A inteligência artificial da Google está prestes a perder a “voz”, ou pelo menos as vozes com as quais te habituaste a interagir nos últimos meses. Se costumas utilizar o Gemini no teu Android para agendar lembretes ou pedir resumos de textos, prepara-te para uma mudança radical na forma como o assistente comunica contigo. Uma investigação profunda ao código da aplicação mais recente da gigante de Mountain View revelou que as atuais opções sonoras têm os dias contados, sendo já classificadas internamente como “legado”.
Esta descoberta não surge de um anúncio oficial — a Google prefere manter o mistério até ao último segundo —, mas sim de um habitual “teardown” ao ficheiro APK da aplicação Google (versão 17.18.22.sa.arm64). No interior do código, foram encontradas linhas de texto inequívocas que indicam que as vozes anteriores vão desaparecer, deixando espaço para algo que a empresa ainda não detalhou publicamente.
O rasto deixado no código do Android
O que foi descoberto não deixa grande margem para dúvidas. Os especialistas em análise de código detetaram cadeias de caracteres específicas que servem de aviso para o sistema. Em termos técnicos, a Google já escreveu as mensagens que o utilizador verá em breve: “As vozes legadas vão desaparecer” e “As opções de voz anteriores do Gemini vão ser descontinuadas, por isso deixará de as ver aqui”.
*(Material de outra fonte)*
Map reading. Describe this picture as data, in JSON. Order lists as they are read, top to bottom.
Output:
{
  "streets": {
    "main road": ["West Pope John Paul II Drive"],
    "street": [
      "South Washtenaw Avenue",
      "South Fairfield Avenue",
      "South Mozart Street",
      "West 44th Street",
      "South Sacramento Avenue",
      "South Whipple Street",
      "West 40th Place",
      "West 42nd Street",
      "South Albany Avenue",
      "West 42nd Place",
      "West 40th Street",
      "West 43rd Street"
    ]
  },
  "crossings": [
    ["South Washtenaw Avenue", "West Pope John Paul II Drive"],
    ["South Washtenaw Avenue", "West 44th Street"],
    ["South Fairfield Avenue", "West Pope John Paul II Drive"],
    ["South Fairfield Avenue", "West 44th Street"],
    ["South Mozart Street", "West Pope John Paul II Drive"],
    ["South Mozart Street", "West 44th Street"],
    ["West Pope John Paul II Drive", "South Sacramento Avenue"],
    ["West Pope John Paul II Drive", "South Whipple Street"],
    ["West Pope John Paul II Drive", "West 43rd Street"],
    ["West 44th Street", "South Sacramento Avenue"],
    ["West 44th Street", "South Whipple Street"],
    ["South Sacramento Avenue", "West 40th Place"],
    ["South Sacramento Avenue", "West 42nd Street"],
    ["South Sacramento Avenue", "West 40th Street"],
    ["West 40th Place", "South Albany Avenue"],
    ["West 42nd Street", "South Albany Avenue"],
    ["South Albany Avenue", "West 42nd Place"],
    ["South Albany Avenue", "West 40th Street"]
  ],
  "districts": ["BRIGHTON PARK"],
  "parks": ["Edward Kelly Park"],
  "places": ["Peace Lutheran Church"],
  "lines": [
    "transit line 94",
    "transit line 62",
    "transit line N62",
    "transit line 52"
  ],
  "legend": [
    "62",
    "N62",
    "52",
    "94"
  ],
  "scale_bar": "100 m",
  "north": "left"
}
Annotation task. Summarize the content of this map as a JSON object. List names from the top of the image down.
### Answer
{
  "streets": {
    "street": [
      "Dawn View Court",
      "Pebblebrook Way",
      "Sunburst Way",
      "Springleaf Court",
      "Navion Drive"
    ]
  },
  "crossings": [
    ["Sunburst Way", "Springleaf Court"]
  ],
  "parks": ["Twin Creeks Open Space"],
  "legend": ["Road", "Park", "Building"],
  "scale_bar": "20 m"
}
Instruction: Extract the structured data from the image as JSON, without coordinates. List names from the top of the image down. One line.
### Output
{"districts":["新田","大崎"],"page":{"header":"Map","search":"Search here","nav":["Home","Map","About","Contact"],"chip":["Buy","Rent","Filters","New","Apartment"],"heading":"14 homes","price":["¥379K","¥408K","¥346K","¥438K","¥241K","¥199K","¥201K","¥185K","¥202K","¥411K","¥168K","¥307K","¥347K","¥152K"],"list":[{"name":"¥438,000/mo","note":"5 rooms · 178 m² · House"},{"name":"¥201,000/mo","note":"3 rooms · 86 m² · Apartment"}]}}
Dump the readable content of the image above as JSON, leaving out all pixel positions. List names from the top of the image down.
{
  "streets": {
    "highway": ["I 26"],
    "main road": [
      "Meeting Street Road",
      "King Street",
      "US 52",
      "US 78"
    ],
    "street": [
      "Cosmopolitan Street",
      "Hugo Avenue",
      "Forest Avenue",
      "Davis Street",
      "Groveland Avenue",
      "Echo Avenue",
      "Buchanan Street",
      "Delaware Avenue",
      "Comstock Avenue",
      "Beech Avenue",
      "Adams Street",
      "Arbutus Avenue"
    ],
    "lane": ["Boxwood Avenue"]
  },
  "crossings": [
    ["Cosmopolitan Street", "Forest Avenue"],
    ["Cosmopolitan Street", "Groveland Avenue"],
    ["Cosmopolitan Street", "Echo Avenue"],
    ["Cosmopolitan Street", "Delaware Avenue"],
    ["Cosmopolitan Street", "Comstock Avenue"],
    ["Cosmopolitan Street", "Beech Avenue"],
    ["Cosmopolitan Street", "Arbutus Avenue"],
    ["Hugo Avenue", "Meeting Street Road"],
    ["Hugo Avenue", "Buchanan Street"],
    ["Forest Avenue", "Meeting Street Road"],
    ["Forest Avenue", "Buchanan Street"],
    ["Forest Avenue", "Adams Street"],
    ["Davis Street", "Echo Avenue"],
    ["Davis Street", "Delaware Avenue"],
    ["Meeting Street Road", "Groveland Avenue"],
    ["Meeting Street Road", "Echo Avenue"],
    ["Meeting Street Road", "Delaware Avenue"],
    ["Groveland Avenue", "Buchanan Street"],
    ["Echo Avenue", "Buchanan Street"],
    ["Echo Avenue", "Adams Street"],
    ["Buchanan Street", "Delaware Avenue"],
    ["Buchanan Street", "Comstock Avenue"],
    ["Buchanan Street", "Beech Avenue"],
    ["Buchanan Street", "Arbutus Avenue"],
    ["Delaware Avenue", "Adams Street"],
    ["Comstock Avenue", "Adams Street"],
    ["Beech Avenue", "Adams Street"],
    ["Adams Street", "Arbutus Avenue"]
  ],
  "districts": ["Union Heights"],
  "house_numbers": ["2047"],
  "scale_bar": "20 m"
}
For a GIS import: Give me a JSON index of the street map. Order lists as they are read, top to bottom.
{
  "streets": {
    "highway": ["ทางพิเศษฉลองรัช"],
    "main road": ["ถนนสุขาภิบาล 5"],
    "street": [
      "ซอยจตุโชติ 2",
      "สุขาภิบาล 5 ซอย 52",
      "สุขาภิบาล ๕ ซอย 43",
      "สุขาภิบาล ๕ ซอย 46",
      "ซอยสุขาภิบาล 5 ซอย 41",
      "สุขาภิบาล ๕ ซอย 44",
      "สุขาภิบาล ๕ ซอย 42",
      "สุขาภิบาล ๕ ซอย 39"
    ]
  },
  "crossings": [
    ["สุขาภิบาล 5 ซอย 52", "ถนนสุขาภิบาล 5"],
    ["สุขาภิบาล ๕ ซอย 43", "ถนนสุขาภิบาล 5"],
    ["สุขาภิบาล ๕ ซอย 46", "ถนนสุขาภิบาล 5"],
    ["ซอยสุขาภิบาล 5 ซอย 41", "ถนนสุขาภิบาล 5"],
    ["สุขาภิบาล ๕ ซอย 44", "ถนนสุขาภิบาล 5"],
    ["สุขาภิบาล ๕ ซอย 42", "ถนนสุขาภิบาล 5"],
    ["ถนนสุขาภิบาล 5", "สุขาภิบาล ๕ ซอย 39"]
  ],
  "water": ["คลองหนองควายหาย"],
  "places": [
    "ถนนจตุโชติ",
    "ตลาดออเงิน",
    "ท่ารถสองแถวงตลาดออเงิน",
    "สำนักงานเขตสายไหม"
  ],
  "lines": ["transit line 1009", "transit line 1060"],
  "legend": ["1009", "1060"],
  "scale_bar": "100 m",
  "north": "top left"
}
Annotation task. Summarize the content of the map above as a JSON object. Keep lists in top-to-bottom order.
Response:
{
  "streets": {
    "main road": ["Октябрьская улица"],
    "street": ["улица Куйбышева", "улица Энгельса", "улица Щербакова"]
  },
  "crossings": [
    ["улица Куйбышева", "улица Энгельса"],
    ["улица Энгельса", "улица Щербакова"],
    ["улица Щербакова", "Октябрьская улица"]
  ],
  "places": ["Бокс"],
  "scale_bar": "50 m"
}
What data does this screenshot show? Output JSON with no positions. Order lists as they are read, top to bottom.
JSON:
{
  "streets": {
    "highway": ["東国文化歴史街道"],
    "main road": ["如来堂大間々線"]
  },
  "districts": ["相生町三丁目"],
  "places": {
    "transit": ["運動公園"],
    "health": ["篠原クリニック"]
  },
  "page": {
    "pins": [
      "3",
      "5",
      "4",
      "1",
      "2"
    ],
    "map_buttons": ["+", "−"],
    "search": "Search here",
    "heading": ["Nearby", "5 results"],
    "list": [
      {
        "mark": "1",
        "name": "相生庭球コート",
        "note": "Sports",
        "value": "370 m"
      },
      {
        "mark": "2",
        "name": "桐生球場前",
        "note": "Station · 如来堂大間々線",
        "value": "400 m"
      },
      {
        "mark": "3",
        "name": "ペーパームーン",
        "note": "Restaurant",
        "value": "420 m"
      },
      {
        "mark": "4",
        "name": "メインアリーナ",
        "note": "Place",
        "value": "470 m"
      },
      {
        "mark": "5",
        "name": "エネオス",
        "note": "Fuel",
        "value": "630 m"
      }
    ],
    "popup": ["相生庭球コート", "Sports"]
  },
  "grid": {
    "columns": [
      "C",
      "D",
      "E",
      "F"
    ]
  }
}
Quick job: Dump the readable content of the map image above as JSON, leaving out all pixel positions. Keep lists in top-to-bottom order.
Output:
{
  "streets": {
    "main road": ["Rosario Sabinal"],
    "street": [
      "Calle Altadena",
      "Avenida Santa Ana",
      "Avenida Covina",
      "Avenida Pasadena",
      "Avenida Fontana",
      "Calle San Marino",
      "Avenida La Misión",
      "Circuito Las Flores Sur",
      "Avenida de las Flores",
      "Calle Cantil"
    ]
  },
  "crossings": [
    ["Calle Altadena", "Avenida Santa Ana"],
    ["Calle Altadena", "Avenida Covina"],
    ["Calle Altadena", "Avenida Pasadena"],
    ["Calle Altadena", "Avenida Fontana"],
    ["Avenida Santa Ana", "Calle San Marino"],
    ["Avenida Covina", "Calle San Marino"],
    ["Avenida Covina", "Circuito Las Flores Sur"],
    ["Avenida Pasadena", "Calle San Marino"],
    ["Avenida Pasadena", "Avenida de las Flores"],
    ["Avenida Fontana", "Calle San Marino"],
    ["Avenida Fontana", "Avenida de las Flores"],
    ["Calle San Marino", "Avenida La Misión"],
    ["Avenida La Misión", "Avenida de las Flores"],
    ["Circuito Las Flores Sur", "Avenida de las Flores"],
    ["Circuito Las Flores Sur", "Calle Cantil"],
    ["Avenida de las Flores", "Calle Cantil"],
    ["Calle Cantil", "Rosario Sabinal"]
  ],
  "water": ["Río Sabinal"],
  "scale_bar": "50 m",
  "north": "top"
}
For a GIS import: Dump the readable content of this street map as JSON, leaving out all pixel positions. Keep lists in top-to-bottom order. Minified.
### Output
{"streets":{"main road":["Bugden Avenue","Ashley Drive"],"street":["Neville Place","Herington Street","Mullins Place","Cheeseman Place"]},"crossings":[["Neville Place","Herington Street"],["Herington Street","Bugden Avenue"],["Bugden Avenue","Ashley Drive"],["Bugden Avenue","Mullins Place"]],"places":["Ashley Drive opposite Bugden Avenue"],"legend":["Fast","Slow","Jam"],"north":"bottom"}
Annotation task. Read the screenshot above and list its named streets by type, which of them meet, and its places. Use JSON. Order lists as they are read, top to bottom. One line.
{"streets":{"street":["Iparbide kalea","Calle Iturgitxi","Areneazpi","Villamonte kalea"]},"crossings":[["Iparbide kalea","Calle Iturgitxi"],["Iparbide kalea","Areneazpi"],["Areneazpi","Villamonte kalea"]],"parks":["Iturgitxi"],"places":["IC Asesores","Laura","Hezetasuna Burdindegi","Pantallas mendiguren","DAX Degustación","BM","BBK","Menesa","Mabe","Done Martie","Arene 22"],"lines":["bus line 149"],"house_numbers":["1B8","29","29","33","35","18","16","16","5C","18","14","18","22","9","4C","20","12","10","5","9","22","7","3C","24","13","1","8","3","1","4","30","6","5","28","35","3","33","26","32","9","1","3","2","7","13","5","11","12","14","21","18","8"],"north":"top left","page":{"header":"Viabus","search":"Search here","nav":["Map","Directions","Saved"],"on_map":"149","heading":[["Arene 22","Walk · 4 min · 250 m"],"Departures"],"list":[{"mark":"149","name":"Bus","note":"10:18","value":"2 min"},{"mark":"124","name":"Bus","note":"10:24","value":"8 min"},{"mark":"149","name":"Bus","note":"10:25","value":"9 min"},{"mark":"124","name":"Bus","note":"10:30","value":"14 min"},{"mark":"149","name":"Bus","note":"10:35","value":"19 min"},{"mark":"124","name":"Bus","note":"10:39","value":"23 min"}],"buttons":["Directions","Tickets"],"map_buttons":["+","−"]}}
Atualmente, o Gemini oferece dez opções de voz em inglês, variando entre tons masculinos, femininos e até sotaques distintos, como o britânico. No entanto, este sistema parece estar a ser substituído por uma arquitetura completamente nova. Quando uma empresa tecnológica utiliza o termo “legado” (ou legacy), é o sinal clínico de que o software antigo está no corredor da morte para dar lugar a uma infraestrutura mais moderna e, previsivelmente, mais exigente em termos de processador.

Personalização extrema e vozes geradas por IA
A grande questão que se coloca agora é: o que vem a seguir? A Google não iria remover as opções atuais sem ter um trunfo na manga. A hipótese mais forte que circula nos bastidores da tecnologia aponta para a introdução de vozes geradas em tempo real por modelos de inteligência artificial generativa muito mais avançados.
Em vez de gravações pré-definidas e limitadas, poderemos estar perante um cenário onde tu, enquanto utilizador, terás o poder de moldar a sonoridade do teu assistente. Imagina as seguintes possibilidades:
- Ajustar a velocidade e o tom de forma fluida.
- Escolher sotaques regionais mais específicos.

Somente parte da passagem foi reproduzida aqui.